Reaching out and touching those in tune with a fierce magnificence reminiscent of a wayward yesteryear demi-god, American master Abel Ferrara quietly but circumspectly destroys our notions of narrative, cinema, sexuality, and life itself. 4:44 Last Day on Earth unravels as a feverish rush, a doomsday diorama so exquisitely, roughly poetic, that it slaps us awake from the mid-season multiplex doldrums. This is pure cinema to its very core.

Willem Dafoe lives his turn as an artist living in NYC on Armageddon eve. The force with which Ferrara and Dafoe unleash this gorgeous film poem is quite honestly astonishing.

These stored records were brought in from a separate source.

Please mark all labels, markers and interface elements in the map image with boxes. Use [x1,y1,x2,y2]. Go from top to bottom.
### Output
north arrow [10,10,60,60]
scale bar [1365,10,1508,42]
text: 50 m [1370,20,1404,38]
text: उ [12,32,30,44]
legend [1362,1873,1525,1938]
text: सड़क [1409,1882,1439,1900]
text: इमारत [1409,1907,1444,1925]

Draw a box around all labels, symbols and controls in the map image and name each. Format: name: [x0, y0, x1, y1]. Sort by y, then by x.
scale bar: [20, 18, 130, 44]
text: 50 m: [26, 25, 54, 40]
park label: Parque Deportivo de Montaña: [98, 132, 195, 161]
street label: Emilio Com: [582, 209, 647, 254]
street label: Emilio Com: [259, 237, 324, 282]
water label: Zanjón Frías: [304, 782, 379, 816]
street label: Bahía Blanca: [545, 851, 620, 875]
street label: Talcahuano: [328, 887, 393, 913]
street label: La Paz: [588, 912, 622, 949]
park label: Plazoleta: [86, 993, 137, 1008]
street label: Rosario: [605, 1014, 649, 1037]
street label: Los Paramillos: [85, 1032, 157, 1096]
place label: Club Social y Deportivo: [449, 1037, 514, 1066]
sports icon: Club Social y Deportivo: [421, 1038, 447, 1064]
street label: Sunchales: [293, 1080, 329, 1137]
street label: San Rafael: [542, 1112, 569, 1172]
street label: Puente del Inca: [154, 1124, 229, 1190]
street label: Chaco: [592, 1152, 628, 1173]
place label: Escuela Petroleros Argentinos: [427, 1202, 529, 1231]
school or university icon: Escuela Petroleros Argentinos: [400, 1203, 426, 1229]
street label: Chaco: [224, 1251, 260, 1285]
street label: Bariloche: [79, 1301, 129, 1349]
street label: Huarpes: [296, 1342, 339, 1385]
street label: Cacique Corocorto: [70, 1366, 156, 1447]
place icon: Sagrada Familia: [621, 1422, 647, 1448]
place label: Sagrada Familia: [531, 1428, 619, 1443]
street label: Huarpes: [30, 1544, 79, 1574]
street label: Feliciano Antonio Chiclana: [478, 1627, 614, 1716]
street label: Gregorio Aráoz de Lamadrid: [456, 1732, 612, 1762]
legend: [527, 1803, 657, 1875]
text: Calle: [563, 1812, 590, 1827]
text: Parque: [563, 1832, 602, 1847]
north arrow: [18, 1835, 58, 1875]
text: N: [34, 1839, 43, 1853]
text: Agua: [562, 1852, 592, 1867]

Ferrara wields his digital camera with a brutal honesty that bleeds into each and every sequence. The last night on Earth premise plays out as fresh as its inception, and the soothing claustrophobia of Defoe and his painter lover's ( a remarkable Shanyn Leigh) loft juxtaposed with the shadowy cursed streets, will haunt you long afterwards.

Ferrara has etched a bristlingly brilliant filmography of dark, masculine masterworks including Ms. .45 (1981), Fear City (1984), King of New York (1990), Bad Lieutenant (1992), and Body Snatchers (1993). His precise dissemination of classic American genre films has brought him to skew action, thriller, horror, gangster, and now, science fiction. Yet it is a glorious new sort of science fiction. The visceral emotions and passions that cascade down in cinematic streams, feel blistering and alive. His use of Skype in two key scenes is astonishing, and must be seen.

Dafoe likewise does some of his most wrenching work here. To see him fighting and fucking his girlfriend, walking the steamy, endless night streets, or the fear moving across his face, is to know that herein contains Dafoe's greatest performance. Its a career high.

Ken Kelsch's control and realization of Ferrar's vision is revelatory; this is some of the most sultry, stimulating, and textured video narrative film making I've ever seen. At a brisk, yet submersible 85 minutes, this is the leanest, most important picture of Abel Ferrara's splendid, unforgettable career.